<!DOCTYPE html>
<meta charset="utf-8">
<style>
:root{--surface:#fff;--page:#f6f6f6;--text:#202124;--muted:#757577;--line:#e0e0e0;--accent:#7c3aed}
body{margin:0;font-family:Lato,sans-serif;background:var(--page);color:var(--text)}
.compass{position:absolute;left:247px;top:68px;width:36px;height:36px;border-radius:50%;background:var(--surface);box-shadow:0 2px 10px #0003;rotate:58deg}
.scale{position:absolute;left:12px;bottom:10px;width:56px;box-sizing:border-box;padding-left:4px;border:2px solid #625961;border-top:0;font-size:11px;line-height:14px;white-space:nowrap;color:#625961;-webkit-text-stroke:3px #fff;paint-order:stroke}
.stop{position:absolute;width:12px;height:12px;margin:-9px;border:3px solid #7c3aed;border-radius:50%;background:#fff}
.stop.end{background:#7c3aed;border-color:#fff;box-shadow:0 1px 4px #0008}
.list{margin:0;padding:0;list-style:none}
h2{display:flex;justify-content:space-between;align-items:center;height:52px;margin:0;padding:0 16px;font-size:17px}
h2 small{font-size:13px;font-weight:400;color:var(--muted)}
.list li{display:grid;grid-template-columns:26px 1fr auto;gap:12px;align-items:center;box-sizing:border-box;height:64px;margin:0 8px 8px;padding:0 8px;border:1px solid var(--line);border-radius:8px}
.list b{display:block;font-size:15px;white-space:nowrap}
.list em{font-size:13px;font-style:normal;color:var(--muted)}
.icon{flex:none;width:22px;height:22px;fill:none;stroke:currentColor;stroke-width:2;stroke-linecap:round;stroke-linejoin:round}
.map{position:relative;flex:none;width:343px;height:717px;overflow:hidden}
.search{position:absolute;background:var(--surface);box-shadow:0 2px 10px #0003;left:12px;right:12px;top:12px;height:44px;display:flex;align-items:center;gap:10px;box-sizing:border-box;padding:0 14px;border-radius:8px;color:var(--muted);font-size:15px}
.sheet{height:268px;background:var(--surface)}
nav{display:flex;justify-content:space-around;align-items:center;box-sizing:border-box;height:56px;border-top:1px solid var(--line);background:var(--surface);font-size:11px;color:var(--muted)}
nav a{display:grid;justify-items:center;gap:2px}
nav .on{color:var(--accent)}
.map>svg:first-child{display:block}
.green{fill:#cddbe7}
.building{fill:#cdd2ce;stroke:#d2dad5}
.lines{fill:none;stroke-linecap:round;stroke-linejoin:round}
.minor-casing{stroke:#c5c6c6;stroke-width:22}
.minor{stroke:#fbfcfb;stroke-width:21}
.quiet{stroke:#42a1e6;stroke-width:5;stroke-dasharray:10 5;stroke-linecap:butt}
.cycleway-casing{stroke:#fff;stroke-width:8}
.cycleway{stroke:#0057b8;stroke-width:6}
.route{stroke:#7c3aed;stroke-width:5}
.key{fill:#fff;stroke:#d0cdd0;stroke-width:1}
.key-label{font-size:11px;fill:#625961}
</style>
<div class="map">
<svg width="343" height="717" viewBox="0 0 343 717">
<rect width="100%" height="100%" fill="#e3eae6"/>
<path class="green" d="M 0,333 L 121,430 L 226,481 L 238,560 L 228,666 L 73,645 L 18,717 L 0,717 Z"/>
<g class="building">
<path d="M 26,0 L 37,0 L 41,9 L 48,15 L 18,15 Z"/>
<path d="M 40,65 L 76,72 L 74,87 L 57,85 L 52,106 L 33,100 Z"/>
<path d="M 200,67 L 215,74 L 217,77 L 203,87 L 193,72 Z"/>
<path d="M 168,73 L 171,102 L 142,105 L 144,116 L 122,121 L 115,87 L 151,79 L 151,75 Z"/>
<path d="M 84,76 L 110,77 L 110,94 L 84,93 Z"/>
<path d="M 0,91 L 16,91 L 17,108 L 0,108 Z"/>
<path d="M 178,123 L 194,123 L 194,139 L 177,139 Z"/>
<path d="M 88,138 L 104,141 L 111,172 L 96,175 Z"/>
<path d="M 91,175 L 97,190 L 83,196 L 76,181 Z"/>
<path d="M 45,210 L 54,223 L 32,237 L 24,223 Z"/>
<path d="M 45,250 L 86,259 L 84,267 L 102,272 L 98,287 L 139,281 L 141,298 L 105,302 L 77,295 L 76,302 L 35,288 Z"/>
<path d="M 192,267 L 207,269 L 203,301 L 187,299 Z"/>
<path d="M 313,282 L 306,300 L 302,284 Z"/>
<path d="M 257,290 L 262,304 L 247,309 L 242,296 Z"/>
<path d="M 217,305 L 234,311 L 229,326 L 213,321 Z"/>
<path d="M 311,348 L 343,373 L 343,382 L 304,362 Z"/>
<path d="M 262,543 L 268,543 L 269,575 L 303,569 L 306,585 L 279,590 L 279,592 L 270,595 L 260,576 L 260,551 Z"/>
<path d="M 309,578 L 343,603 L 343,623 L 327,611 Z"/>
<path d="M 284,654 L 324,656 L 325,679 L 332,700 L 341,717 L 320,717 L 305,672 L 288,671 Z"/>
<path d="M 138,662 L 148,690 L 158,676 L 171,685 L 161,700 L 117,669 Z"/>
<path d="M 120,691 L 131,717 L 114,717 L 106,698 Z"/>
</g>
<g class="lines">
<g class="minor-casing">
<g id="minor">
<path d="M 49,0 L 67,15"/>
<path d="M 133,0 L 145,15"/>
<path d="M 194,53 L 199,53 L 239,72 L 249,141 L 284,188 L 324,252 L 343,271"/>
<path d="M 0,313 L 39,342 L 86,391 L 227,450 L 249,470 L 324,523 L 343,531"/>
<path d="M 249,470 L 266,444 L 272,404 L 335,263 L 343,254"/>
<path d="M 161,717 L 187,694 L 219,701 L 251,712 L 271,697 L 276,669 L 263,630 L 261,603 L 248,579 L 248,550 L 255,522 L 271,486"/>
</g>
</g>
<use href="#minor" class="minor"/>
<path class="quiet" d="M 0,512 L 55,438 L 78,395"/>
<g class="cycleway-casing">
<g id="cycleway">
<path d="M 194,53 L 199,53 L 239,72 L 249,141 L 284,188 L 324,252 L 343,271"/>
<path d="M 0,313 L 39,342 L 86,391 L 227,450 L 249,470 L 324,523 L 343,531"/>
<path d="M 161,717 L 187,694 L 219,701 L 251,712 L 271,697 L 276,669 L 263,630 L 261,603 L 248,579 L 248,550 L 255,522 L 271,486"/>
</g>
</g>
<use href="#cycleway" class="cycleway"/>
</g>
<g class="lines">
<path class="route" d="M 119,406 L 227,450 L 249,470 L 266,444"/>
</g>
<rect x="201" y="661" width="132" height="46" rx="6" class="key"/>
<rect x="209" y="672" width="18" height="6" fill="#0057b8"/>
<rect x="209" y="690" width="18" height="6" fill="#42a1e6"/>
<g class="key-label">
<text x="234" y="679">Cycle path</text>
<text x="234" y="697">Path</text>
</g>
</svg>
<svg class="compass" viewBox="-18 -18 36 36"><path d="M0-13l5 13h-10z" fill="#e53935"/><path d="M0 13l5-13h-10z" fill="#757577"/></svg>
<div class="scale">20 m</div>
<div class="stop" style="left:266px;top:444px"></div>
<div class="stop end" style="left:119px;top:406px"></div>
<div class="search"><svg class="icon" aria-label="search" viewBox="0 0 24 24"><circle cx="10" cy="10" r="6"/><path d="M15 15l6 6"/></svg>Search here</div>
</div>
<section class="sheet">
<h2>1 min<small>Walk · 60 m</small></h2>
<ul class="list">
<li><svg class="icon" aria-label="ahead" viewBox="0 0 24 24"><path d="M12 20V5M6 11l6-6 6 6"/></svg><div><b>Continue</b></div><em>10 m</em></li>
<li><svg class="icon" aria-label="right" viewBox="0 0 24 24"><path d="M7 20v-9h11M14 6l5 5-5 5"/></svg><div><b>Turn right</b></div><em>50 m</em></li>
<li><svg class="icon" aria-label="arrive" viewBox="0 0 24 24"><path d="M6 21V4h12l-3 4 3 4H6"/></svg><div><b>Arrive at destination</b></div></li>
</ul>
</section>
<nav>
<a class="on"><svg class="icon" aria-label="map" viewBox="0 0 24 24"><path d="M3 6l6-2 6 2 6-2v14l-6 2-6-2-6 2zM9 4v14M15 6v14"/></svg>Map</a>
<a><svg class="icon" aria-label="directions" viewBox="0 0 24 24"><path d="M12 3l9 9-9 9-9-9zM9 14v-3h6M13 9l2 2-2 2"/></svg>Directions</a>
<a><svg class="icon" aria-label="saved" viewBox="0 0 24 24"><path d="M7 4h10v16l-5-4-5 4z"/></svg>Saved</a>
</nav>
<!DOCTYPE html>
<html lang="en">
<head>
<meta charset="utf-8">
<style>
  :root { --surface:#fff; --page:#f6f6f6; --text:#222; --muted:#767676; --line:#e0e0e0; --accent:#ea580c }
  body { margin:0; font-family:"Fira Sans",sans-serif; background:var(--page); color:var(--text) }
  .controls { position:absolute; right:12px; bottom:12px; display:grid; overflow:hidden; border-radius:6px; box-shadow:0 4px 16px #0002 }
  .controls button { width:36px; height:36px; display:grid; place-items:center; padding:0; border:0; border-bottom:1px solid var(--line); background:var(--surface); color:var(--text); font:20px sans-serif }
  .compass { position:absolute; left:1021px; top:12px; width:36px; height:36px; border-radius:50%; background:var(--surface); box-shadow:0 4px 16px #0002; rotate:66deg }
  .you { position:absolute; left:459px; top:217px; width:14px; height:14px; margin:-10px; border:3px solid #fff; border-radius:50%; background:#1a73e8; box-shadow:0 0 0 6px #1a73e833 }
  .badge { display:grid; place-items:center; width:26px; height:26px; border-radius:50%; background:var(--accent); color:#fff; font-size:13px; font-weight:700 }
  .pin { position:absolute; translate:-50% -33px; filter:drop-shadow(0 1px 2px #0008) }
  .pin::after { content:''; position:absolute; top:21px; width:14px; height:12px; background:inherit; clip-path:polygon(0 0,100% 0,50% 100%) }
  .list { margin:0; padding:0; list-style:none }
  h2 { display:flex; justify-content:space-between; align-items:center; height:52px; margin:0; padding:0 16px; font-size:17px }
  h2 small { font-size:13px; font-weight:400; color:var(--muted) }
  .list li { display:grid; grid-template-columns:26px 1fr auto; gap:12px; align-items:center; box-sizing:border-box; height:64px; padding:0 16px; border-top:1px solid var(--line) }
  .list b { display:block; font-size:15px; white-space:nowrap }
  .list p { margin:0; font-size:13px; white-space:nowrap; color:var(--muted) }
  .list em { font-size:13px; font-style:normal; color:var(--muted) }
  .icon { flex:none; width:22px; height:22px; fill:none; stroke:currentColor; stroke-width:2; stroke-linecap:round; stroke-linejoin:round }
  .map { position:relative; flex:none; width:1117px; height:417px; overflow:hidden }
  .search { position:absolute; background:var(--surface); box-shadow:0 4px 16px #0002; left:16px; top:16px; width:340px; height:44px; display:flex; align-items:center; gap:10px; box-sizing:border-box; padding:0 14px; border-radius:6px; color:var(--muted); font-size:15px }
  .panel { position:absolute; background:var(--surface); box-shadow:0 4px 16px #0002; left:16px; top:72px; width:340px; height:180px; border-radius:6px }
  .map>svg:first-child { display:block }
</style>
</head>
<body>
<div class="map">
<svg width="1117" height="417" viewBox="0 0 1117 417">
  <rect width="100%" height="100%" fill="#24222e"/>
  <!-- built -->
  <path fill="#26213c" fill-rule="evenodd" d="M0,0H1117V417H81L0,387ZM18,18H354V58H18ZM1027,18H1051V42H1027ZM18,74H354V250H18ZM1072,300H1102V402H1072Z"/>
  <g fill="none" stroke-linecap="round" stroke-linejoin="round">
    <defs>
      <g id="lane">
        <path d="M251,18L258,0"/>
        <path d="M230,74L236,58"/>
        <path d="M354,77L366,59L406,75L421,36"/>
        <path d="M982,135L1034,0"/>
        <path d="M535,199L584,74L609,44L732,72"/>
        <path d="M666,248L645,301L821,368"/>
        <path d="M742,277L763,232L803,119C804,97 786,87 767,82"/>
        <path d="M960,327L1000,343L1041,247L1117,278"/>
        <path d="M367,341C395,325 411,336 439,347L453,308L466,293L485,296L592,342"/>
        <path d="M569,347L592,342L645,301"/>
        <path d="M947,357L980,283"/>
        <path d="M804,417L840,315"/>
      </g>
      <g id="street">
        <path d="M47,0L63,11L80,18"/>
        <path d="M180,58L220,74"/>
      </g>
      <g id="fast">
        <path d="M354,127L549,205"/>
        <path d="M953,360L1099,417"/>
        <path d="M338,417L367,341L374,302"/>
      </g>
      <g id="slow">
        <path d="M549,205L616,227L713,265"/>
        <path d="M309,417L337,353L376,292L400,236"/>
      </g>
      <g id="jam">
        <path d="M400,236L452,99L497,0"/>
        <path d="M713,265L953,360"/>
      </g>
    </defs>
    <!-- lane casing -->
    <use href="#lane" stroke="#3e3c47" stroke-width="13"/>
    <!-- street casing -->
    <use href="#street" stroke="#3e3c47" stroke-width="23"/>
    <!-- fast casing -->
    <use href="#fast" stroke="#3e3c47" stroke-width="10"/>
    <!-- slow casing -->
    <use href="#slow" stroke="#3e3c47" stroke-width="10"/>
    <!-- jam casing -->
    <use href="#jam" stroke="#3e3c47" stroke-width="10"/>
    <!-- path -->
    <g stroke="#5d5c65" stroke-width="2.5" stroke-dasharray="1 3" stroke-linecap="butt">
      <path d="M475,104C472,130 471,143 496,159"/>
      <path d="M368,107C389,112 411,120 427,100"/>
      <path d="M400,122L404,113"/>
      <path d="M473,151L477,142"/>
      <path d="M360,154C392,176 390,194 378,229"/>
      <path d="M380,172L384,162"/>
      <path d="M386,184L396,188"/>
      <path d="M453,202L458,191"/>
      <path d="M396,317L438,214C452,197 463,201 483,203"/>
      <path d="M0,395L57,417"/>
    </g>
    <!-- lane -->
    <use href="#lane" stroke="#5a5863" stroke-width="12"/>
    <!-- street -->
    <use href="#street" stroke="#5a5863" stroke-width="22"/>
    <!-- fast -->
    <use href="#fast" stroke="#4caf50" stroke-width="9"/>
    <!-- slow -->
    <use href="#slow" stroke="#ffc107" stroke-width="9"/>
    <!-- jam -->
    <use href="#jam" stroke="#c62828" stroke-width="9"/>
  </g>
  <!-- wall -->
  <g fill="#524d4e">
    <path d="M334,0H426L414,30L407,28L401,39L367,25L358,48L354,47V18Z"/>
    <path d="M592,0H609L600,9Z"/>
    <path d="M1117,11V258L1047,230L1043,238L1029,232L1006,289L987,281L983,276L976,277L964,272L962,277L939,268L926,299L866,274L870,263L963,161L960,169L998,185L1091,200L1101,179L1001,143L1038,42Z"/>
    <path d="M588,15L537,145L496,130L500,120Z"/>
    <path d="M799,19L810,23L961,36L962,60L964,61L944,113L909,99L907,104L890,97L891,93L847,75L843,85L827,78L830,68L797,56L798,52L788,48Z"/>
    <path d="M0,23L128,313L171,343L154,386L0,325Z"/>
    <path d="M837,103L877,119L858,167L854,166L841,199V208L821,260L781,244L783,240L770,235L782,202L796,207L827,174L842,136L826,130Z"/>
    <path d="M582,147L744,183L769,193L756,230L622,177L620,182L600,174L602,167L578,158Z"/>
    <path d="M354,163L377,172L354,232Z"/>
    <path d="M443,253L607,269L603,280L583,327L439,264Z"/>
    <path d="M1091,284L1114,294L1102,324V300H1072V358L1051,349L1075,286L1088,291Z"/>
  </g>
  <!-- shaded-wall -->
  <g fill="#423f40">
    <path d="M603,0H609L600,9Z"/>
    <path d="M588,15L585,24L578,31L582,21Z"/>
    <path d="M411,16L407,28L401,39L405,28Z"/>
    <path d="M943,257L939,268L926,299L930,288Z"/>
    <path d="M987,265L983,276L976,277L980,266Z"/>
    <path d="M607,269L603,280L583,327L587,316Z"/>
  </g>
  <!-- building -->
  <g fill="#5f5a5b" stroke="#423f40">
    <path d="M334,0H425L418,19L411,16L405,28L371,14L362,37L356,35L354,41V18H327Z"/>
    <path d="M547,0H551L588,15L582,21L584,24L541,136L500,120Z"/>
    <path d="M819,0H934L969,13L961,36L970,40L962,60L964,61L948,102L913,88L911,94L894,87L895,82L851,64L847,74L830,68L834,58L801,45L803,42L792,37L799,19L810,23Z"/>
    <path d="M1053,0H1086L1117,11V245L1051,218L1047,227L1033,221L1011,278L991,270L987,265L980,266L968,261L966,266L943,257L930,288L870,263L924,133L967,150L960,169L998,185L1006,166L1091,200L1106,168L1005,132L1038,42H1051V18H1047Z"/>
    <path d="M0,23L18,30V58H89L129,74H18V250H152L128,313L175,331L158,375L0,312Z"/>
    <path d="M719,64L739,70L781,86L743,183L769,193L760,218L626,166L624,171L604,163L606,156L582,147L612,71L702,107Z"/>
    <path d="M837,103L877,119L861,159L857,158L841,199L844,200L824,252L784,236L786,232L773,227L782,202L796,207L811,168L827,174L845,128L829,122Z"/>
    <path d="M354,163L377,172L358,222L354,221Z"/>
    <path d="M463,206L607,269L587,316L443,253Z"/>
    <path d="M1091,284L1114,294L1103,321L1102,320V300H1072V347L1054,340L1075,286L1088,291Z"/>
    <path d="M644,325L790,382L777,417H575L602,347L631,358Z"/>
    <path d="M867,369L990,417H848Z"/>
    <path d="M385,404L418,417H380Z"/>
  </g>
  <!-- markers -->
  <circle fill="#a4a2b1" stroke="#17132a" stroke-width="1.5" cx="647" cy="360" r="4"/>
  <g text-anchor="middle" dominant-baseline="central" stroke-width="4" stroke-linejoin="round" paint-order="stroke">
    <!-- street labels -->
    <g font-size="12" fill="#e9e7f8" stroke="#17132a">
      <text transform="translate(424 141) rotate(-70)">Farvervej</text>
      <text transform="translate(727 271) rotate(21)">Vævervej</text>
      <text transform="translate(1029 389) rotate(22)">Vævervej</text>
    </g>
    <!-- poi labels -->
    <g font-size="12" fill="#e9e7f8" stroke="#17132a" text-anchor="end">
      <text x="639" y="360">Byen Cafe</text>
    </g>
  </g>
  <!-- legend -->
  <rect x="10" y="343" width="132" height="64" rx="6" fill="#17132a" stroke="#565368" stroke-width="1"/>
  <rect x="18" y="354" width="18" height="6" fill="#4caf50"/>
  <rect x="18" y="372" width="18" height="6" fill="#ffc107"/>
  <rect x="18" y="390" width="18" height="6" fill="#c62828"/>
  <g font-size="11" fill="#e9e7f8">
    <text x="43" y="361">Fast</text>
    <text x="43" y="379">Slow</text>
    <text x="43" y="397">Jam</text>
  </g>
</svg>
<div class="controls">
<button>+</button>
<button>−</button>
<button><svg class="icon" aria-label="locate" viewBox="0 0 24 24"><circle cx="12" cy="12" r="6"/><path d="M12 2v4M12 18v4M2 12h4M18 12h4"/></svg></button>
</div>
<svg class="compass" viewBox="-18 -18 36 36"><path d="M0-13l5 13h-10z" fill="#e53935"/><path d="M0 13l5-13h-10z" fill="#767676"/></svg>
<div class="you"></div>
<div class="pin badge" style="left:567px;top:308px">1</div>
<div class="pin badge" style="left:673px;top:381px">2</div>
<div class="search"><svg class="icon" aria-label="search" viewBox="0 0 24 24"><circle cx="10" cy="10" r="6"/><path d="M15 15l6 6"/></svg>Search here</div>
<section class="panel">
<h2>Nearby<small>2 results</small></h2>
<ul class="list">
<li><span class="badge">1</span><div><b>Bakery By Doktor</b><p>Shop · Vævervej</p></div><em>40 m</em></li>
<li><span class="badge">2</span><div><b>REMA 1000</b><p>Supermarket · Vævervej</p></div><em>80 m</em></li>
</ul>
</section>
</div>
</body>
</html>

→ WHAT THE EXERCISE ASKS
What lines in the listing above hold the string "body"? List them.

→ REPLY
body{margin:0;font-family:Lato,sans-serif;background:var(--page);color:var(--text)}
  body { margin:0; font-family:"Fira Sans",sans-serif; background:var(--page); color:var(--text) }
<body>
</body>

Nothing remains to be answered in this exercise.